Updated: Jul 26, 2023


Poem Introduction:

The Emperor of Ice-Cream poem by Wallace Stevens was published in the year 1923 in the collection of poetry ‘Harmonium’. This is a short poem with two equal-length stanzas which speak on the funeral arrangement for a dead woman. It is a popular absurd poem that pictures reality by neglecting any sort of illusion from the scene.


Poem:

Call the roller of big cigars,

The muscular one, and bid him whip

In kitchen cups concupiscent curds.

Let the wenches dawdle in such dress

As they are used to wear, and let the boys

Bring flowers in last month's newspapers.

Let be be finale of seem.

The only emperor is the emperor of ice-cream.


Take from the dresser of deal,

Lacking the three glass knobs, that sheet

On which she embroidered fantails once

And spread it so as to cover her face.

If her horny feet protrude, they come

To show how cold she is, and dumb.

Let the lamp affix its beam.

The only emperor is the emperor of ice-cream.


The Emperor of Ice-cream poem summary:

The speaker in the first stanza seems to be updated about the death news of an old woman and is responsible for her funeral arrangements. He asks for big strong men to make ice creams out of curds from the kitchen. Then the girls are instructed to wear their mundane clothes and the boys are asked to bring flowers wrapped up in last month’s newspapers. The speaker says “Let be be finale of seem” by which he/she says to let reality overcome the illusions.

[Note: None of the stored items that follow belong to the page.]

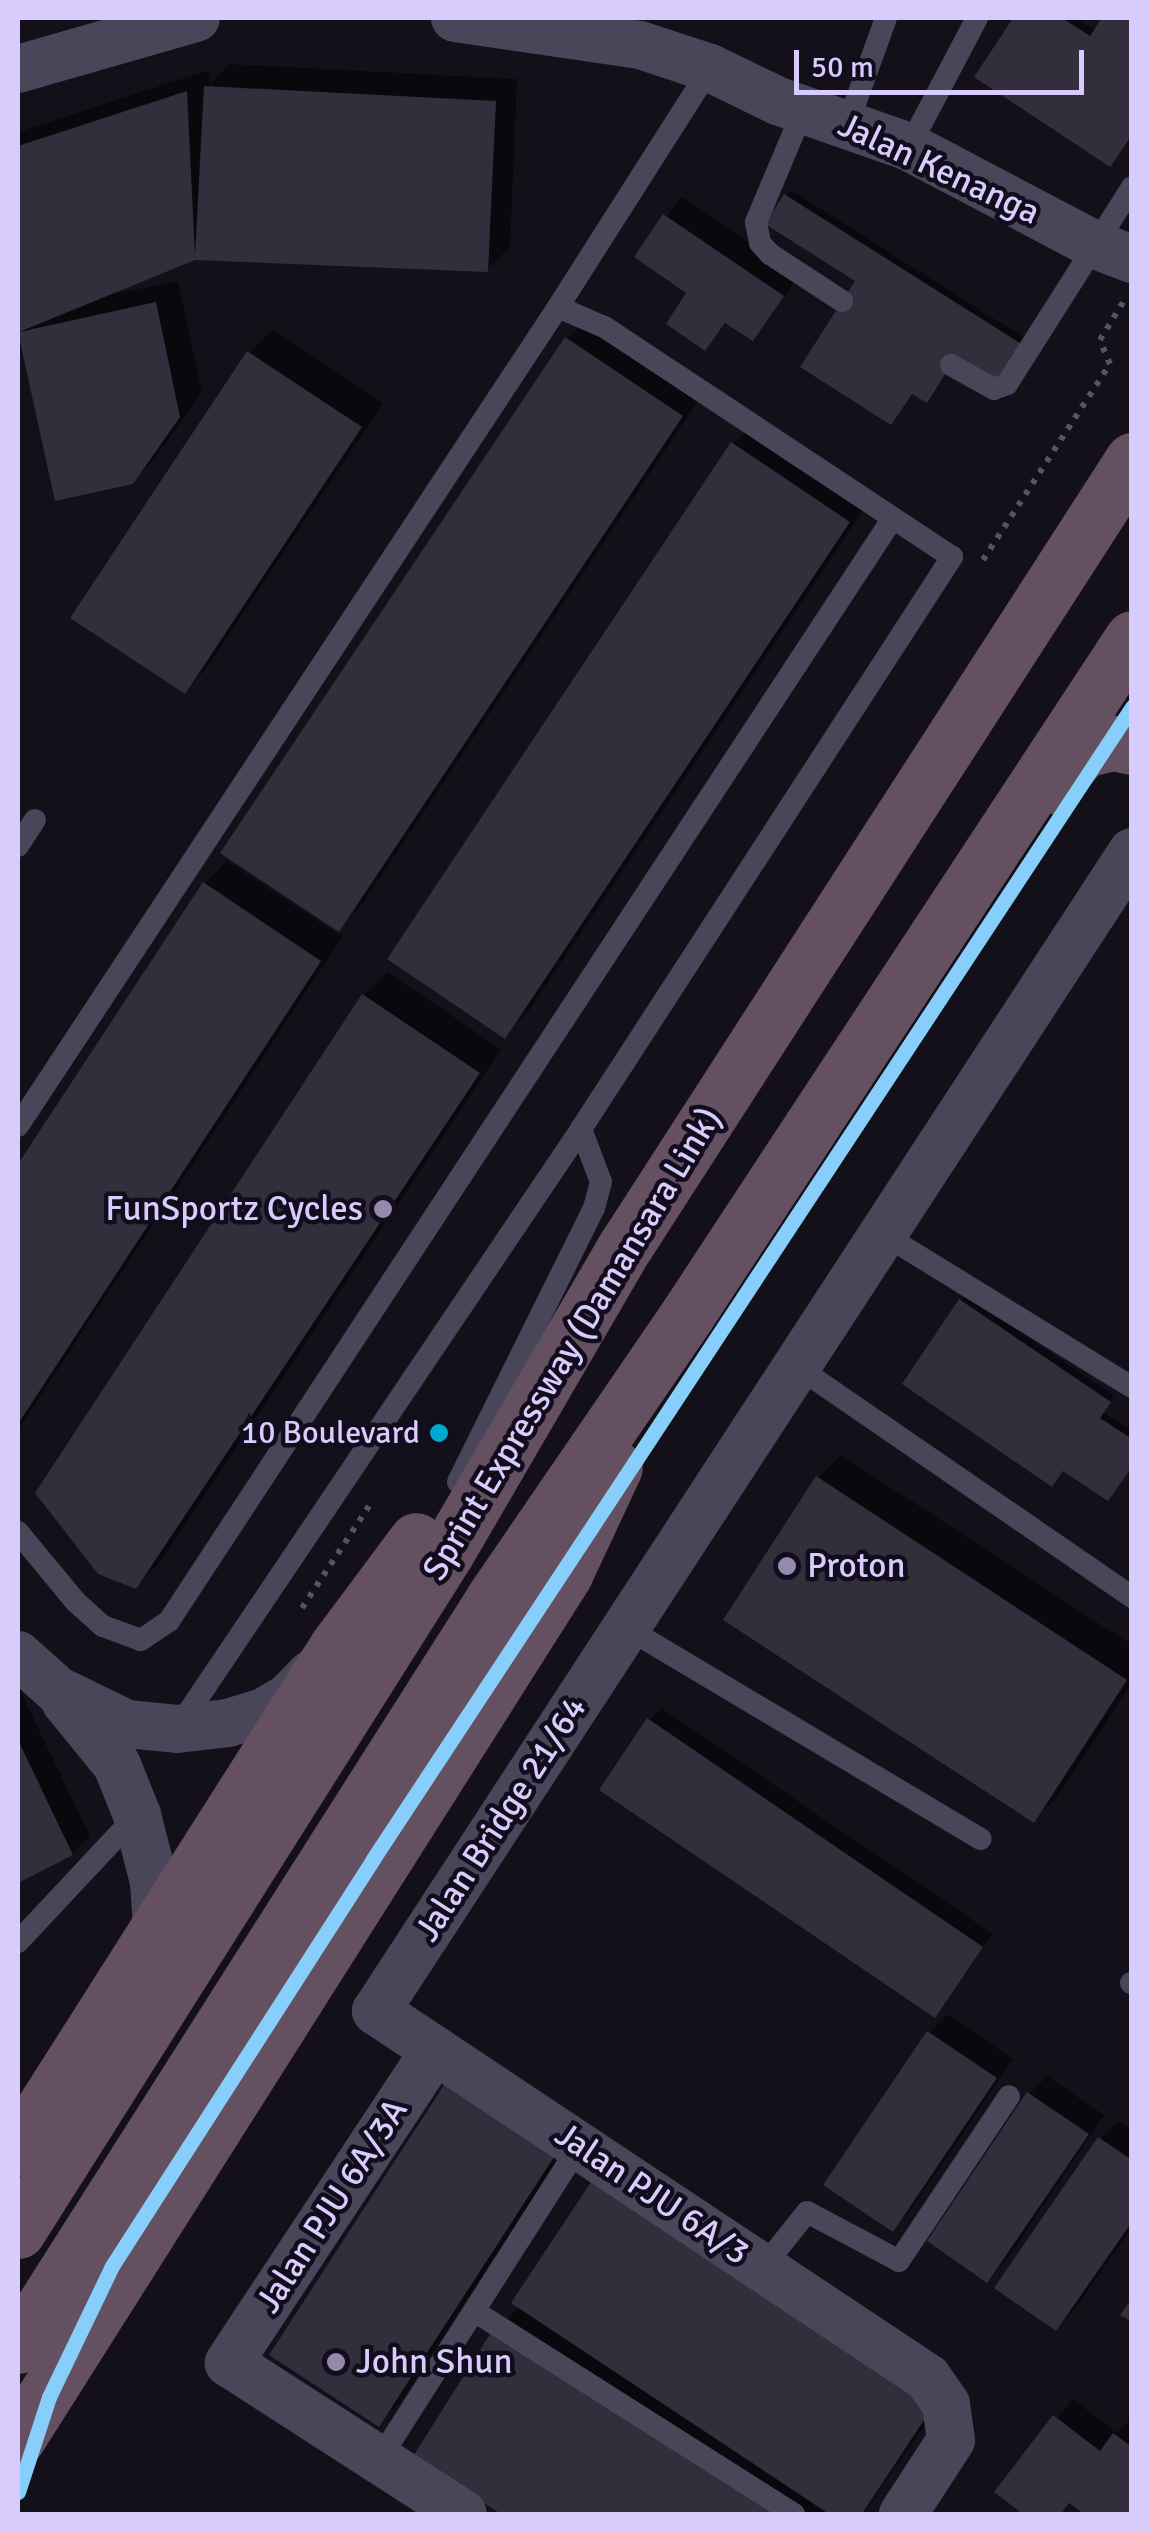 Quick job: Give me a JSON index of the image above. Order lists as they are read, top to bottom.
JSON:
{
  "streets": {
    "highway": ["Sprint Expressway (Damansara Link)"],
    "street": [
      "Jalan Kenanga",
      "Jalan Bridge 21/64",
      "Jalan PJU 6A/3",
      "Jalan PJU 6A/3A"
    ]
  },
  "crossings": [
    ["Jalan Bridge 21/64", "Jalan PJU 6A/3"],
    ["Jalan PJU 6A/3", "Jalan PJU 6A/3A"]
  ],
  "places": [
    "FunSportz Cycles",
    "10 Boulevard",
    "Proton",
    "John Shun"
  ],
  "scale_bar": "50 m"
}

In the second stanza, the speaker asks someone to take a bed sheet out of the dead woman’s dresser which is made up of “dale” i.e. a cheap pine wood, and cover her body (with this it is clear that the speaker is closely related to the dead person as he/she has known the presence of bed sheet and dresser details like the lost three glass knobs; it also reflects the wealth status of the dead woman). The speaker asks the 'Someone' to cover her face first and so even if the bed sheet is not enough to cover her legs, those thorny feet will represent how cold and dead she is. Then he/she demands the lamplight to be set near the dead woman.


At the end of both stanzas, the speaker says, “The only emperor is the emperor of ice cream It is a reference from Hamlet, a play by William Shakespeare where Claudius says something similar to this. It is “Your worm is your only emperor for diet. We fat all creatures else to fat us, and we fat ourselves for maggots.” (A-4, S3). Though humans are the head of the food chain they end up being food to the microbes in the end. So everything is an illusion all will be nothing a day in reality and it is time to accept that and behave accordingly.